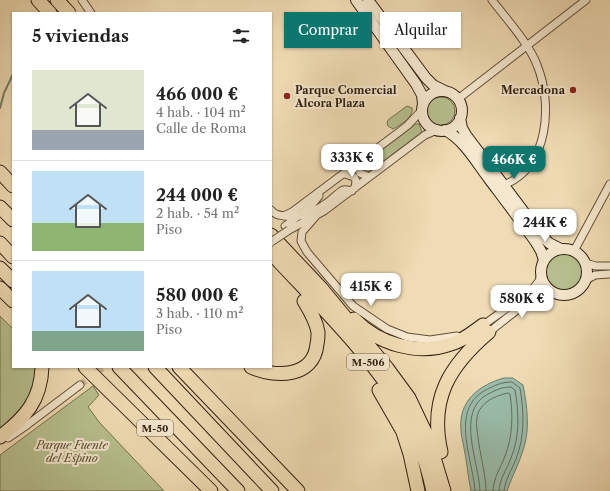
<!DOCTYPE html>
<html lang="es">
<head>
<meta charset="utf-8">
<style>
	:root { --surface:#fff; --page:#f6f6f6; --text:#222; --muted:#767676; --line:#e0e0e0; --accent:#0f766e }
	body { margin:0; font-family:"Libre Caslon Text",serif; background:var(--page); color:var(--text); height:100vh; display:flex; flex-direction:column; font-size:15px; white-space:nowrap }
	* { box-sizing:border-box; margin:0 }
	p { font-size:13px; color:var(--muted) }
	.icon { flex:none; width:22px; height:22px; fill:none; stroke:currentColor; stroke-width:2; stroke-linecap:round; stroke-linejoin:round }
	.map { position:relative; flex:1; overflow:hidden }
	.details { position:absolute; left:12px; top:12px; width:260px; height:356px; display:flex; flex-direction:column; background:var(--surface); border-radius:0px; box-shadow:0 1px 3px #0004 }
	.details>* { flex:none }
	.banner { position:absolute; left:284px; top:12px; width:266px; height:36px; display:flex; gap:8px }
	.price { position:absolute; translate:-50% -34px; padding:0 9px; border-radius:8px; background:#fff; color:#222; font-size:13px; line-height:26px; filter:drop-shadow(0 1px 2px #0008) }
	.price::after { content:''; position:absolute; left:50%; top:24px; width:12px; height:9px; margin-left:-6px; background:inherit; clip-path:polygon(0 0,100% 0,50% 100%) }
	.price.current { background:var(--accent); color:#fff }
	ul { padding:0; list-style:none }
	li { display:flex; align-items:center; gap:12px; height:100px; padding:0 20px }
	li+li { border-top:1px solid var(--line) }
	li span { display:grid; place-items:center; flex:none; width:112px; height:80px; border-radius:0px; color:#555 }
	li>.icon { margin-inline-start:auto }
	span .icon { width:48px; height:48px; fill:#fffc; stroke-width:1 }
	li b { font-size:17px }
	h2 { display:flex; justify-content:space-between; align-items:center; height:48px; padding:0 20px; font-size:17px }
	.tag { padding:0 14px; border-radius:0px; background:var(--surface); box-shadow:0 1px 3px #0004; font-size:14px; line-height:36px }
	.tag.current { background:var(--accent); color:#fff }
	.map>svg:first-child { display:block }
</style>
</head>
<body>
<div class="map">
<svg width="610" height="491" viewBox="0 0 610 491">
	<rect width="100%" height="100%" fill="#f0dcb4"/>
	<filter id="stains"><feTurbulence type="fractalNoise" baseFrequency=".005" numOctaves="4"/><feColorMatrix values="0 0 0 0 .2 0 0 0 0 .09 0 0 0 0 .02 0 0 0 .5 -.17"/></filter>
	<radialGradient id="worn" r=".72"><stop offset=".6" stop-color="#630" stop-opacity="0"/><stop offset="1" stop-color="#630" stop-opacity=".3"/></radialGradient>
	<path fill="#b7c18f" stroke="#747050" d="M427 111a14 14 0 1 1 28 0a14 14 0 1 1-28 0Z
		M 407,106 L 412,108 C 414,117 400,125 393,129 L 388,126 L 387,123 L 388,120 Z
		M 416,124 L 419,124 L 422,132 L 369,172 L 365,173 L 362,171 L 363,164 Z
		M545 272a19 19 0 1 1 38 0a19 19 0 1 1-38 0Z
		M 0,316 L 13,329 L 13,367 L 37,367 L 36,381 L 24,408 L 0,431 Z
		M 93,386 L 99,395 L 88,407 L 99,422 L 164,491 L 0,491 L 0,455 Z"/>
	<path fill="#9abcaa" stroke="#707e6c" d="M 504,378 L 513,378 L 523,385 C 527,405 530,428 524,447 C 520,462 512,476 507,491 L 471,491 C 468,477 467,463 464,448 C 463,442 461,436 461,430 C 458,401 479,385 504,378 Z"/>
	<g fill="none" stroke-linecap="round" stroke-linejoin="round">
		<path stroke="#656e5d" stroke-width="1" d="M 475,491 C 473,459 449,409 486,390 C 495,385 502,382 512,382 L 520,388 C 524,412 525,436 516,459 C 512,469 505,480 504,491
			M 480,491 C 479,462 455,411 488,394 C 496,390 502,387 511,387 L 515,390 C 519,413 520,436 511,458 C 507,469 499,480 499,491
			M 486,491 C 486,476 481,459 479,444 C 476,424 472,409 493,398 C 498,396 502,394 508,393 L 510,394 C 513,415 513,436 505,456 C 501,467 493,479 493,491"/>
		<path stroke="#707e6c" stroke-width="2" d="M 0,108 L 4,93 L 13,74"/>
		<path stroke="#cab693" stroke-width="7" stroke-dasharray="7 3.5" stroke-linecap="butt" d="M 80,385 L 104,367"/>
		<g stroke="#604f39" stroke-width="9">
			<path id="street" d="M 82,0 L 91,13
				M 492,0 C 505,17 530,45 537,65 C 553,104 549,167 504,185
				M 458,99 L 586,0
				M 359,163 L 358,168 L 360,173 L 369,177
				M 345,174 L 354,177 L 356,181 L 355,188
				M 271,210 C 275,215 279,215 285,216 C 300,219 316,211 328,202 C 333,198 338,193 343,190 C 346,189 349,190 352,191
				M 284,216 L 292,212 L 399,132 L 408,125 L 422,110
				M 316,216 L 302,232 L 301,241 L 307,252 L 353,306 L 387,329 L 407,337 L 430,340 L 457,336
				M 285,226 L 309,208 L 319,196
				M 289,230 L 324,211 L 425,135 L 437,130
				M 574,251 L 610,184
				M 585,263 L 596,266 L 610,266
				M 586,280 L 595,275 L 610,274
				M 482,326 L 532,290 L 539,281 L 541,275
				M 489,332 C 503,322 535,292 552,292
				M 8,438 L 27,425 L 80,385"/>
		</g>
		<g stroke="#302010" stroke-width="12">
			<path id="secondary" d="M 356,0 L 416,84 L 422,95 L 423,104
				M 368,0 L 426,78 L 433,85 L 445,91
				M422 111a20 20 0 1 1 40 0a20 20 0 1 1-40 0Z
				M 460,118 L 462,128 L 466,135 L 542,236 L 549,243 L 561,249
				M 445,130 C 464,140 476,162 489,179 C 504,199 520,220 535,241 L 541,251 L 544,260
				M541 272a23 23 0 1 1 46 0a23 23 0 1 1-46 0Z"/>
		</g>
		<g stroke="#302010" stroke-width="15">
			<path id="highway" d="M 38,0 L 50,13
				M 57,0 L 69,13
				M 0,172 L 13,186
				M 0,207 L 13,220
				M 271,235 L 321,288 L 387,368 L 409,398 L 428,438 L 444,491
				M 0,243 L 13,257
				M 271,253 C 317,303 369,352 404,411 C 418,436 427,464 433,491
				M 0,268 L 13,281
				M 0,288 L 13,301
				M 354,319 C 378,344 418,356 451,344 C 463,341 473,332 483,325
				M 85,367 L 211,491
				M 119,367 L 238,491
				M 155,367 L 272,491
				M 179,367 L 298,491
				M 251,367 C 275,378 314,378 317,344 C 318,340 318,336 318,332 C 316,320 310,311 304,301
				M 379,390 L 406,437
				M 402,429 L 410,454 L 418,491
				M 0,437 C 25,418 41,400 42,367
				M 441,452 C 429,399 449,366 489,332"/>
		</g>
		<use href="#street" stroke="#f5e8ce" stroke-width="7"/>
		<use href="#secondary" stroke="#f5e8ce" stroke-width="10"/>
		<use href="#highway" stroke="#f0dcb4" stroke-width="13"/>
		<g stroke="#604f39" stroke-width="9" stroke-linecap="butt">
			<path id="street-bridge" d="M 271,242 L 289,230"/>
		</g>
		<use href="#street-bridge" stroke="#f5e8ce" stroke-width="7"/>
	</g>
	<g fill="#8f2418" stroke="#f5e8ce" stroke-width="1.5">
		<circle cx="573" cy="90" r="4"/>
		<circle cx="287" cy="96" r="4"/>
	</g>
	<g text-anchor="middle" stroke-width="4" stroke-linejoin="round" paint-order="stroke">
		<g fill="#f5e8ce" stroke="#6b5c49" stroke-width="1">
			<rect x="347" y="354" width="42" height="16" rx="3"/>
			<rect x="137" y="420" width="36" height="16" rx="3"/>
		</g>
		<g font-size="10" font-weight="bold" fill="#302010">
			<text x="368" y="366">M-506</text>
			<text x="155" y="432">M-50</text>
		</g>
		<g font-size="11" font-weight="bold" fill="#302010" stroke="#f5e8ce" text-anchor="start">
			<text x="295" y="94">Parque Comercial<tspan x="295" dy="13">Alcora Plaza</tspan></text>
			<text x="565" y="94" text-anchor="end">Mercadona</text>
		</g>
		<g font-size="11" font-style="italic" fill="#585036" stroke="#f5e8ce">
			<text x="72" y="449">Parque Fuente<tspan x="72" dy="13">del Espino</tspan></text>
		</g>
	</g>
	<rect width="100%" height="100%" filter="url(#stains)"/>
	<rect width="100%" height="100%" fill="url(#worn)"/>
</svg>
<b class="price" style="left:352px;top:178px">333K €</b>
<b class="price current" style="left:514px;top:180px">466K €</b>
<b class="price" style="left:545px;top:243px">244K €</b>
<b class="price" style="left:371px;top:307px">415K €</b>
<b class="price" style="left:522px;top:319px">580K €</b>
<div class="banner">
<a class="tag current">Comprar</a>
<a class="tag">Alquilar</a>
</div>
<section class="details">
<h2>5 viviendas<svg class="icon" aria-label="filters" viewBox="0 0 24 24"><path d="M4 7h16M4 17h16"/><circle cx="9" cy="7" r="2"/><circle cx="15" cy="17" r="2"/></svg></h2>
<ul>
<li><span style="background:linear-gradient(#dfe7d0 75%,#9aa5b1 0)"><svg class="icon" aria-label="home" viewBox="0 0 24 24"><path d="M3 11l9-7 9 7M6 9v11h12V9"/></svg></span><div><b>466 000 €</b><p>4 hab. · 104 m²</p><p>Calle de Roma</p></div></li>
<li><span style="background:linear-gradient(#bfe0f5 65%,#8fb573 0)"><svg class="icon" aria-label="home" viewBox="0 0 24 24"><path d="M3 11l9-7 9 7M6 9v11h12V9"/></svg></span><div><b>244 000 €</b><p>2 hab. · 54 m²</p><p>Piso</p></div></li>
<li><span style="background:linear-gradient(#bfe0f5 75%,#7fa58c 0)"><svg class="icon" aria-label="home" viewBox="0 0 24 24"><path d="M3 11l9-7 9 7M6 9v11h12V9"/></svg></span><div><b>580 000 €</b><p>3 hab. · 110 m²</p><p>Piso</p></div></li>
</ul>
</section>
</div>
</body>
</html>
::::
Task to carry out: Scan the listing above for the line that has "position:absolute; left:12px; top:12px;", then copy exactly from that line through the line that has "width:48px; height:48px; fill:#fffc;".

Response:
	.details { position:absolute; left:12px; top:12px; width:260px; height:356px; display:flex; flex-direction:column; background:var(--surface); border-radius:0px; box-shadow:0 1px 3px #0004 }
	.details>* { flex:none }
	.banner { position:absolute; left:284px; top:12px; width:266px; height:36px; display:flex; gap:8px }
	.price { position:absolute; translate:-50% -34px; padding:0 9px; border-radius:8px; background:#fff; color:#222; font-size:13px; line-height:26px; filter:drop-shadow(0 1px 2px #0008) }
	.price::after { content:''; position:absolute; left:50%; top:24px; width:12px; height:9px; margin-left:-6px; background:inherit; clip-path:polygon(0 0,100% 0,50% 100%) }
	.price.current { background:var(--accent); color:#fff }
	ul { padding:0; list-style:none }
	li { display:flex; align-items:center; gap:12px; height:100px; padding:0 20px }
	li+li { border-top:1px solid var(--line) }
	li span { display:grid; place-items:center; flex:none; width:112px; height:80px; border-radius:0px; color:#555 }
	li>.icon { margin-inline-start:auto }
	span .icon { width:48px; height:48px; fill:#fffc; stroke-width:1 }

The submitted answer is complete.